Task brief:
Only certain lines below are wanted: those starting at the line containing "filter:drop-shadow(0 0 1px" and ending at the line containing "position:absolute; inset:0; border:2px", both included, each retyped exactly.

[Collected data]
*-*-*

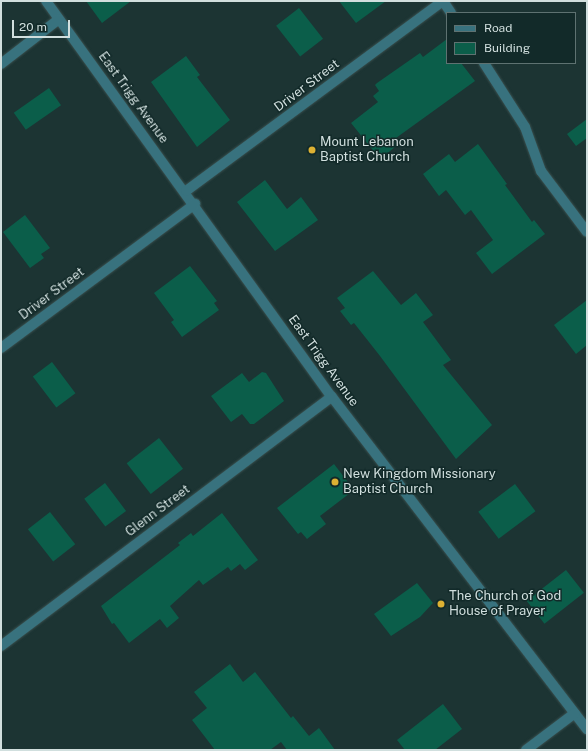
<!DOCTYPE html>
<html>
<head>
<meta charset="utf-8">
<style>
	body { margin:0 }
	#map { position:relative; width:588px; height:751px; overflow:hidden; background:#1c3433; font-family:"Public Sans",sans-serif }
	div>[style] { position:absolute }
	.building>* { inset:0; background:#0b5e4a; transform-origin:0 0 }
	.roads { filter:drop-shadow(0 0 1px #394f4e) drop-shadow(0 0 1px #394f4e) }
	.minor>* { height:10px; margin:-5px; padding:0 5px; transform-origin:5px; border-radius:5px; background:#38727e }
	.dots>* { width:11px; height:11px; translate:-50% -50%; box-sizing:border-box; border:2px solid #122a29; border-radius:50% }
	span { translate:-50% -50%; white-space:nowrap; text-align:center; line-height:1.15; -webkit-text-stroke:3px #122a29; paint-order:stroke }
	.street-label { font-size:13px; color:#d1dfde }
	.poi-label { font-size:13px; color:#d1dfde }
	.left { translate:0 -50%; text-align:left }
	.frame { position:absolute; inset:0; border:2px solid #d1dfde; pointer-events:none }
	.legend { position:absolute; left:446px; top:12px; width:130px; height:52px; box-sizing:border-box; background:#122a29; border:1px solid #5e7271; margin:0; padding:5px 7px; list-style:none; font-size:12px; color:#d1dfde }
	.legend li { display:flex; align-items:center; gap:8px; height:20px }
	.legend b { width:20px; border:1px solid #5e7271 }
	.scale { position:absolute; left:12px; top:20px; width:58px; height:18px; box-sizing:border-box; border:2px solid #d1dfde; border-top:0; padding-left:5px; font-size:12px; line-height:14px; white-space:nowrap; color:#d1dfde; -webkit-text-stroke:3px #122a29; paint-order:stroke }
</style>
</head>
<body>
<div id="map">
	<div class="building">
		<i style="clip-path:polygon(86px 1px,131px 1px,102px 23px)"></i>
		<i style="clip-path:polygon(339px 1px,386px 1px,356px 23px)"></i>
		<i style="left:299px;top:8px;width:39px;height:29px;rotate:52deg"></i>
		<i style="clip-path:polygon(447px 39px,447px 63px,461px 63px,475px 81px,396px 138px,400px 143px,380px 159px,351px 123px,378px 102px,373px 96px,379px 91px,375px 85px,377px 83px,420px 53px,423px 57px)"></i>
		<i style="clip-path:polygon(186px 56px,200px 75px,197px 77px,230px 120px,197px 147px,151px 82px)"></i>
		<i style="left:49px;top:88px;width:21px;height:43px;rotate:55deg"></i>
		<i style="clip-path:polygon(587px 119px,587px 138px,576px 146px,567px 134px)"></i>
		<i style="clip-path:polygon(478px 144px,507px 184px,505px 185px,532px 222px,534px 220px,545px 234px,492px 274px,476px 253px,493px 240px,471px 210px,465px 215px,446px 190px,439px 196px,423px 174px,449px 154px,455px 162px)"></i>
		<i style="clip-path:polygon(265px 180px,287px 209px,301px 197px,318px 220px,275px 251px,237px 202px)"></i>
		<i style="clip-path:polygon(25px 215px,50px 248px,41px 254px,44px 258px,30px 268px,3px 232px)"></i>
		<i style="clip-path:polygon(190px 266px,217px 301px,214px 303px,219px 310px,182px 337px,171px 322px,174px 320px,154px 293px)"></i>
		<i style="clip-path:polygon(373px 271px,401px 305px,416px 293px,433px 315px,423px 322px,451px 360px,443px 365px,492px 425px,456px 459px,380px 356px,354px 323px,351px 325px,340px 311px,345px 308px,337px 298px)"></i>
		<i style="clip-path:polygon(587px 300px,587px 345px,576px 354px,554px 325px)"></i>
		<i style="left:52px;top:362px;width:39px;height:24px;rotate:53deg"></i>
		<i style="clip-path:polygon(262px 372px,266px 373px,284px 401px,254px 424px,250px 424px,242px 414px,231px 422px,211px 396px,242px 373px,249px 382px)"></i>
		<i style="left:159px;top:438px;width:39px;height:41px;rotate:52deg"></i>
		<i style="clip-path:polygon(334px 464px,354px 490px,320px 516px,326px 524px,307px 539px,301px 532px,298px 534px,277px 508px)"></i>
		<i style="left:105px;top:483px;width:35px;height:26px;rotate:53deg"></i>
		<i style="left:515px;top:484px;width:34px;height:46px;rotate:53deg"></i>
		<i style="left:50px;top:512px;width:41px;height:28px;rotate:52deg"></i>
		<i style="clip-path:polygon(222px 513px,258px 560px,245px 570px,240px 564px,231px 571px,228px 567px,203px 585px,199px 580px,170px 606px,179px 618px,167px 628px,160px 619px,129px 643px,114px 623px,112px 624px,101px 606px,180px 545px,178px 543px,191px 533px,193px 536px)"></i>
		<i style="left:566px;top:570px;width:29px;height:50px;rotate:52deg"></i>
		<i style="clip-path:polygon(417px 583px,433px 603px,420px 617px,391px 636px,374px 614px)"></i>
		<i style="clip-path:polygon(230px 664px,243px 682px,255px 672px,291px 718px,293px 716px,309px 736px,319px 728px,335px 750px,287px 750px,281px 742px,270px 750px,215px 750px,192px 720px,207px 708px,194px 692px)"></i>
		<i style="clip-path:polygon(443px 704px,462px 729px,435px 750px,405px 750px,397px 740px)"></i>
	</div>
	<div class="roads">
		<div class="minor">
			<i style="left:46px;top:1px;width:488px;rotate:54.2deg"></i>
			<i style="left:332px;top:397px;width:419px;rotate:52.5deg"></i>
			<i style="left:443px;top:1px;width:14px;rotate:56deg"></i>
			<i style="left:484px;top:63px;width:76px;rotate:57.4deg"></i>
			<i style="left:525px;top:127px;width:47px;rotate:70deg"></i>
			<i style="left:541px;top:171px;width:76px;rotate:53deg"></i>
			<i style="left:1px;top:64px;width:73px;rotate:-37.8deg"></i>
			<i style="left:186px;top:191px;width:320px;rotate:-36.5deg"></i>
			<i style="left:1px;top:348px;width:242px;rotate:-36.6deg"></i>
			<i style="left:1px;top:646px;width:414px;rotate:-37deg"></i>
			<i style="left:526px;top:750px;width:61px;rotate:-37.1deg"></i>
		</div>
	</div>
	<div class="dots">
		<i style="left:312px;top:150px;background:#ddb133"></i>
		<i style="left:335px;top:482px;background:#ddb133"></i>
		<i style="left:441px;top:604px;background:#ddb133"></i>
	</div>
	<div class="street-label">
		<span style="left:307px;top:86px;rotate:-37deg">Driver Street</span>
		<span style="left:133px;top:98px;rotate:54deg">East Trigg Avenue</span>
		<span style="left:52px;top:294px;rotate:-37deg">Driver Street</span>
		<span style="left:323px;top:361px;rotate:54deg">East Trigg Avenue</span>
		<span style="left:158px;top:511px;rotate:-37deg">Glenn Street</span>
	</div>
	<div class="poi-label">
		<span class="left" style="left:320px;top:150px">Mount Lebanon<br>Baptist Church</span>
		<span class="left" style="left:343px;top:482px">New Kingdom Missionary<br>Baptist Church</span>
		<span class="left" style="left:449px;top:604px">The Church of God<br>House of Prayer</span>
	</div>
	<div class="frame"></div>
	<ul class="legend">
	<li><b style="height:5px;background:#38727e"></b>Road</li>
	<li><b style="height:11px;background:#0b5e4a"></b>Building</li>
	</ul>
	<div class="scale">20 m</div>
</div>
</body>
</html>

*-*-*

Exercise answer:
	.roads { filter:drop-shadow(0 0 1px #394f4e) drop-shadow(0 0 1px #394f4e) }
	.minor>* { height:10px; margin:-5px; padding:0 5px; transform-origin:5px; border-radius:5px; background:#38727e }
	.dots>* { width:11px; height:11px; translate:-50% -50%; box-sizing:border-box; border:2px solid #122a29; border-radius:50% }
	span { translate:-50% -50%; white-space:nowrap; text-align:center; line-height:1.15; -webkit-text-stroke:3px #122a29; paint-order:stroke }
	.street-label { font-size:13px; color:#d1dfde }
	.poi-label { font-size:13px; color:#d1dfde }
	.left { translate:0 -50%; text-align:left }
	.frame { position:absolute; inset:0; border:2px solid #d1dfde; pointer-events:none }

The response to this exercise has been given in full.